Écrit et réalisé par Roy ANDERSSON - Suède 2019 1h16mn VOSTF - avec Martin Serner, Jessica Houtlander, Tatiana Delaunay, Anders Hellström... Festival de Venise 2019, Prix du Meilleur metteur en scène.

(ATTENTION ! Cette page est une archive !)

POUR L’ÉTERNITÉ« Je ne suis pas pessimiste, mais le fait est qu’il n’y a pas d’espoir. » Roy Andersson

Un prêtre qui a perdu la foi, un homme qui cache ses économies sous son matelas et n’arrive plus à dormir, un rendez-vous galant raté, un crime d’honneur amèrement regretté, un groupe d’amies improvisant une danse à l’énergie contagieuse, une armée en déroute partant pour l’esclavage, un père qui renoue les lacets de sa fille sous une pluie battante, un couple intemporel survolant les ruines d’une cité dévastée… Tous ces drames du quotidien, ces bonheurs fugaces, ces bouleversements intimes ou universels forment la trame de l’immense tableau de l’Humanité que dresse de film en film, avec une minutie d’enlumineur, le cinéaste suédois Roy Andersson.

Cette fresque à nulle autre pareille s’était achevée en 2014 avec Un pigeon perché sur une branche philosophait sur l’existence. Or voici qu’arrive en forme d’apostille cet ultime opus, qui vient mettre un point final au cycle entamé voilà vingt ans avec Chansons du deuxième étage et Nous les vivants. Composé à la manière d’un poème élégiaque, ou d’une oraison funèbre à la mémoire de l’Humanité, ce film reprend le protocole esthétique de ses prédécesseurs tout en ouvrant son propos ; si les trois premiers brossaient en effet le portrait parfois peu flatteur mais toujours amusé d’une société suédoise (et du monde occidental par synecdoque) confite dans ses certitudes, ses parti-pris et ses jugements de valeur, Pour l’éternité dépasse ce cadre pour nous offrir sa vision, peut-être la dernière, d’une civilisation sur le point de mourir.

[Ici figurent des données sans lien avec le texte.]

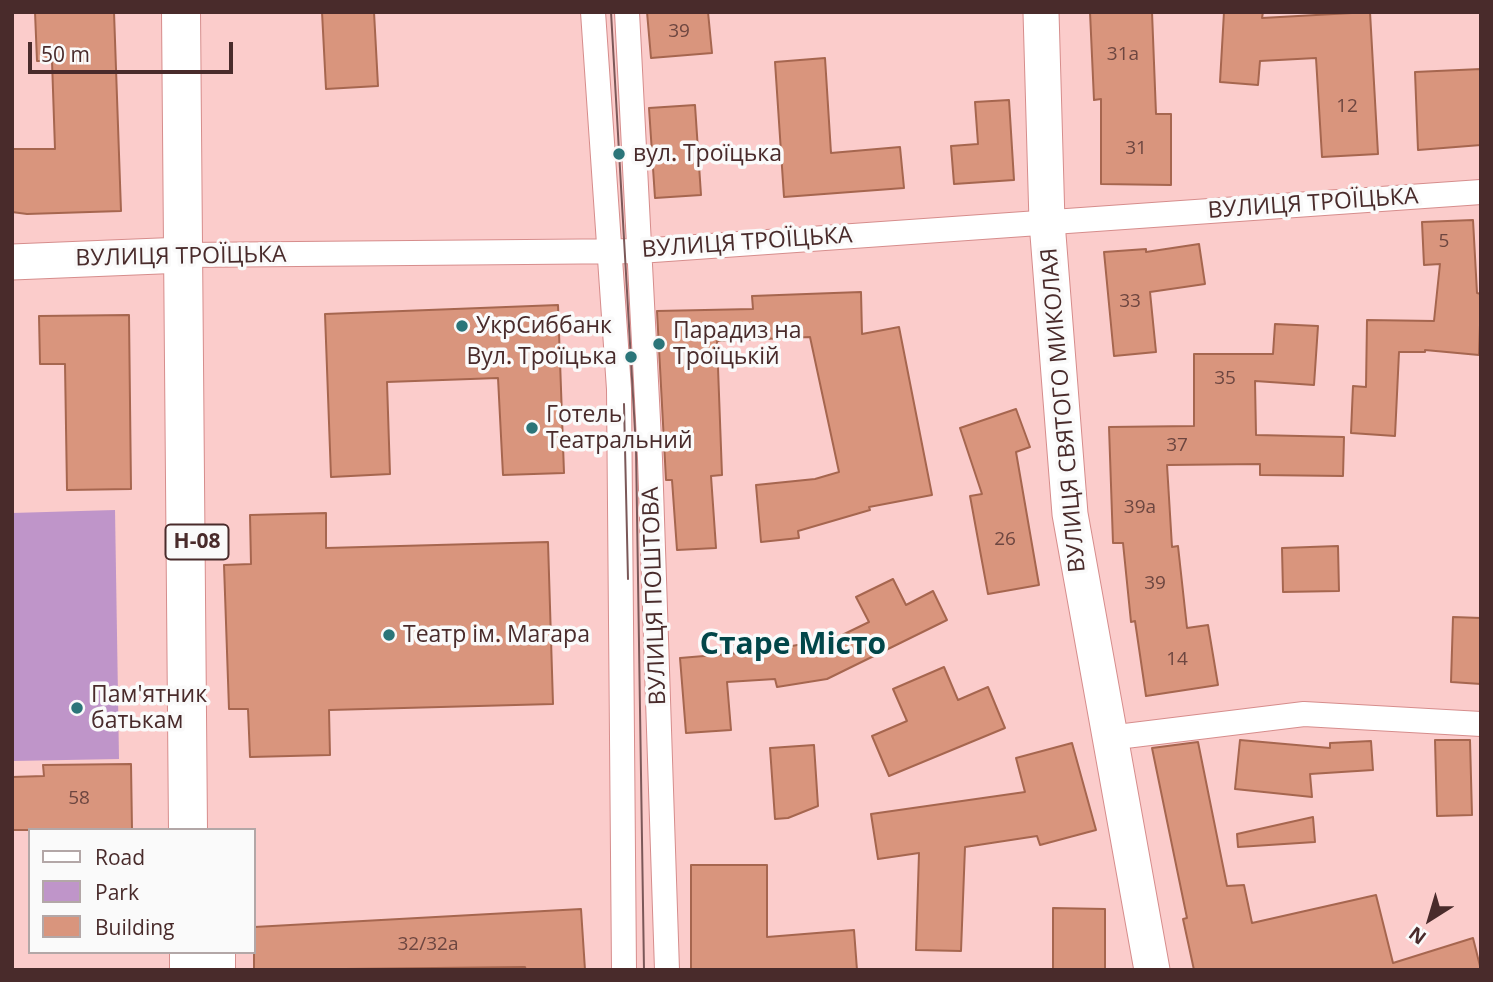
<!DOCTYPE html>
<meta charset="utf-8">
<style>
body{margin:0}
#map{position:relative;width:1493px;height:982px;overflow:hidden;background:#fbcccb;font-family:"Open Sans",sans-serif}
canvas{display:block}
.frame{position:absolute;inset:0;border:14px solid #492b2b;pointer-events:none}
.legend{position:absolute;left:28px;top:828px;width:228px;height:126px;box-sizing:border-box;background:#fafafa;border:2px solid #b3a7a7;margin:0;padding:9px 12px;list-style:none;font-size:21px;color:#492b2b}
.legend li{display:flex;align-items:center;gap:14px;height:35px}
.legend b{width:35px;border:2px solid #b3a7a7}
.north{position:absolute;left:1395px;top:884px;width:70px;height:70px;-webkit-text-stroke:5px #fafafa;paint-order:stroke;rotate:217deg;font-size:19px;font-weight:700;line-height:28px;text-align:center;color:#492b2b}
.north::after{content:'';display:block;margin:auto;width:24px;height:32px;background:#492b2b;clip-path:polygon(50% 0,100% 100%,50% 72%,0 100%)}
.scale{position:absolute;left:28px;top:42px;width:205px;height:32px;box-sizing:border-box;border:4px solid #492b2b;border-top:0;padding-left:9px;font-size:21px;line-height:24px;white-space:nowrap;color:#492b2b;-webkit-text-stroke:5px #fafafa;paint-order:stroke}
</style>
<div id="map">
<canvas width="1493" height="982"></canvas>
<div class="frame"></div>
<ul class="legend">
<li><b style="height:9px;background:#fff"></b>Road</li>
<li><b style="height:19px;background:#bf95c9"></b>Park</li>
<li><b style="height:19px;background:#d9957d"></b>Building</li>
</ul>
<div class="north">N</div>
<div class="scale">50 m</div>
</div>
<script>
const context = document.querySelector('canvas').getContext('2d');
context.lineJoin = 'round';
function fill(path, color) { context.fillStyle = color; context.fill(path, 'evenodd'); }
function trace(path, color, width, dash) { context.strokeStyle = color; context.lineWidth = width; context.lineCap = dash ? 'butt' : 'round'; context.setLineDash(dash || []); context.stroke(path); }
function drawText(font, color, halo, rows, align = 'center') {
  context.font = font + ' "Open Sans",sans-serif'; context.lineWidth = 7; context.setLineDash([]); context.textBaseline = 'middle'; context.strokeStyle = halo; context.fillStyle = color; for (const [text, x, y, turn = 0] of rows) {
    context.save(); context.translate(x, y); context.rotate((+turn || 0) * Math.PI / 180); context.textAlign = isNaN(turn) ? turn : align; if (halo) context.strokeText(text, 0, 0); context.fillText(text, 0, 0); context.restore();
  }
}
fill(new Path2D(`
 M115 510 119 759 12 761V513Z`), '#bf95c9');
const building = new Path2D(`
 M35 12H114L121 211 27 214 12 212V149H55L52 61H37Z
 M322 12H374L378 86 326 89Z
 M647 12H708L712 53 651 58Z
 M1090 12H1152L1156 114H1171V185L1101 184V99L1094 100Z
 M1224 12H1263L1262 18 1370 12 1378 154 1322 157 1316 58 1260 61 1258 85 1220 82Z
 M825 58 831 153 900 147 904 188 784 197 775 62Z
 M1481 69V145L1418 150 1415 72Z
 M1009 100 1014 180 954 184 951 146 978 144 975 102Z
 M695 105 701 195 655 198 649 108Z
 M1473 220 1477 293 1481 294 1479 355 1425 350V352H1399L1395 436 1351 433 1353 386 1366 387 1367 320 1434 321 1440 264 1424 265 1422 222Z
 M1199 244 1205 284 1150 292 1156 352 1114 356 1104 252 1146 249V252Z
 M861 292 862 334 899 327 932 495 869 507 870 510 798 531 799 538 761 542 756 485 815 479 839 472 810 337 717 341 722 475 711 476 716 548 677 550 672 480H666L657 311 753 309 752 296Z
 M558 305 564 473 503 475 498 378 387 382 390 474 331 477 325 314Z
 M129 315 131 489 67 490 65 364H40L39 316Z
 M1275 324 1318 326 1314 385 1255 381 1256 435 1344 437 1343 476 1260 475V464L1167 465 1172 547 1178 546 1187 628 1208 625 1218 685 1146 696 1135 621 1131 622 1123 543H1113L1109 427 1194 426V354H1273Z
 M1016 409 1030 447 1016 452 1039 585 988 594 970 496 982 494 960 428Z
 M326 513V548L548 542 553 704 329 710 330 755 250 757 248 709H229L224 565 251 564 250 515Z
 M1338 546 1339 591 1283 592 1282 548Z
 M893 579 906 605 933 591 947 620 827 679 777 687 775 679 727 682 731 730 686 733 680 658 764 651 803 644 805 653 869 622 856 597Z
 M1453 617 1481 618V684L1451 682Z
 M944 667 958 700 988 687 1005 728 889 776 872 736 907 721 893 689Z
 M1240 740 1330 748V743L1371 741 1373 770 1310 774 1312 797 1235 789Z
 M1435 740H1470L1472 815 1437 816Z
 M1198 742 1227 886 1244 885 1252 923 1376 895 1393 963 1473 938 1481 970H1194L1183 919 1187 918 1152 748Z
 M1072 743 1096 830 1040 845 1037 836 965 847 961 951 916 950 919 853 878 859 871 814 1025 792 1016 758Z
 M814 745 818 806 788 818 775 819 770 748Z
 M131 764 132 830H12V777L44 776 43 765Z
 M1313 817 1315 842 1238 847 1237 834Z
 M691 865H767V937L854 930 857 970H691Z
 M1053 908 1105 909V970H1053Z
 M581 909 585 970H526L525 967 254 970V927Z`);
fill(building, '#d9957d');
trace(building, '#a6664f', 2);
const street = new Path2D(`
 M593 12 619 389 624 970
 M627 12 650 459 667 970
 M184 255 639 251 1481 192
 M1109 738 1304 714 1481 724`);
const secondary = new Path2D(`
 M1041 12 1047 222 1070 514 1152 970
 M12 262 184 255`);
const primary = new Path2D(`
 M181 12 188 830
 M189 952V970
 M216 952V970`);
trace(street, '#d68d8c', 26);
trace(secondary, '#d68d8c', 37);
trace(primary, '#d68d8c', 40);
trace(street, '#fff', 24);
trace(secondary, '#fff', 35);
trace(primary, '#fff', 38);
trace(new Path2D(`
 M611 12 636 448 644 970
 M624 404 628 579`), '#7b5858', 2);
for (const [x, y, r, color] of [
 [619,154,7,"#2b7579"],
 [462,326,7,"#2b7579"],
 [659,344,7,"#2b7579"],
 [631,357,7,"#2b7579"],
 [532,428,7,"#2b7579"],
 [389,635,7,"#2b7579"],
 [77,708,7,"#2b7579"]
]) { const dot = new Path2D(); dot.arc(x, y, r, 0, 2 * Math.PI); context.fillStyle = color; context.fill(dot); trace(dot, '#fafafa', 2.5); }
drawText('19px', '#6d4640', null, [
 ["39",679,32],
 ["31а",1123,55],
 ["12",1347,107],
 ["31",1136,149],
 ["5",1444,242],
 ["33",1130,302],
 ["35",1225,379],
 ["37",1177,446],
 ["39а",1140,508],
 ["26",1005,540],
 ["39",1155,584],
 ["14",1177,660],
 ["58",79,799],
 ["32/32а",428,945]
]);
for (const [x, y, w] of [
 [197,542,63]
]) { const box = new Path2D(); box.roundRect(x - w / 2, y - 17.5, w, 35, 5); context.fillStyle = '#fafafa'; context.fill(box); trace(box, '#492b2b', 2); }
drawText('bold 21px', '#492b2b', null, [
 ["Н-08",197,542]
]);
drawText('23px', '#492b2b', '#fafafa', [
 ["вул. Троїцька",633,154],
 ["УкрСиббанк",476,326],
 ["Парадиз на",673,331],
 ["Троїцькій",673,357],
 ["Вул. Троїцька",617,357,"right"],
 ["Готель",546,415],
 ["Театральний",546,441],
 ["Театр ім. Магара",403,635],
 ["Пам'ятник",91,695],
 ["батькам",91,721]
], 'left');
drawText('23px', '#492b2b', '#fafafa', [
 ["ВУЛИЦЯ ТРОЇЦЬКА",1313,204,-4],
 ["ВУЛИЦЯ ТРОЇЦЬКА",747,243,-4],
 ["ВУЛИЦЯ ТРОЇЦЬКА",181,257,-1],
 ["ВУЛИЦЯ СВЯТОГО МИКОЛАЯ",1064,410,-95],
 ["ВУЛИЦЯ ПОШТОВА",655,596,-92]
]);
drawText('bold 30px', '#024649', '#fafafa', [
 ["Старе Місто",793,645]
]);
</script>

On retrouve donc au départ le même dispositif : une succession de scénettes filmées en plan-séquence, extrêmement composées, des dialogues réduits au minimum, des amorces de gags et un sens du timing qui rappellent Jacques Tati et Eli Suleiman, et mettant en scène sans hiérarchies ni solution de continuité drames quotidiens et catastrophes historiques ; mais Andersson introduit ici une nouveauté qui en change les perspectives : une voix-off féminine, qui annonce chaque nouveau segment par un laconique : « J’ai vu un homme qui… », suivi de la description en une phrase de la scène à laquelle nous allons assister. Ça n’a l’air de rien, mais ce faisant Andersson tombe enfin le masque d’une feinte neutralité pour ouvertement revendiquer la subjectivité de son point de vue sur notre monde, et le moins qu’on puisse dire est qu’il n’est pas très reluisant. Comme toujours amateur de contrepoint, Andersson mêle à la dureté des situations qu’il dépeint la douceur de cette voix désincarnée, invisible par nature, que l’on peut interpréter (ou non) comme celle d’un ange, voire celle de Dieu, venu se recueillir sur les cendres d’un monde défunt en s’en remémorant les souvenirs épars, minuscules et grandioses.
Car ce que cherche à nous faire toucher du doigt Andersson, et cela depuis le début de sa filmographie, c’est à quel point nous sommes fragiles, et vulnérables, aussi bien comme individus que comme espèce ; combien chaque geste, même le plus anodin, peut avoir des conséquences irréparables. Pourtant, loin de se complaire dans une noirceur nihiliste, le film célèbre au contraire « mezzo vocce » les furtifs instants de joie, de paix, d’amitié, que la vie offre encore à ceux qui n’ont pas sombré dans le cynisme. Si la vie finit toujours mal, et que les civilisations sont mortelles, alors rions, dansons et aimons comme les personnages du film d’Andersson ; pour nous, pour eux, pour l’Éternité.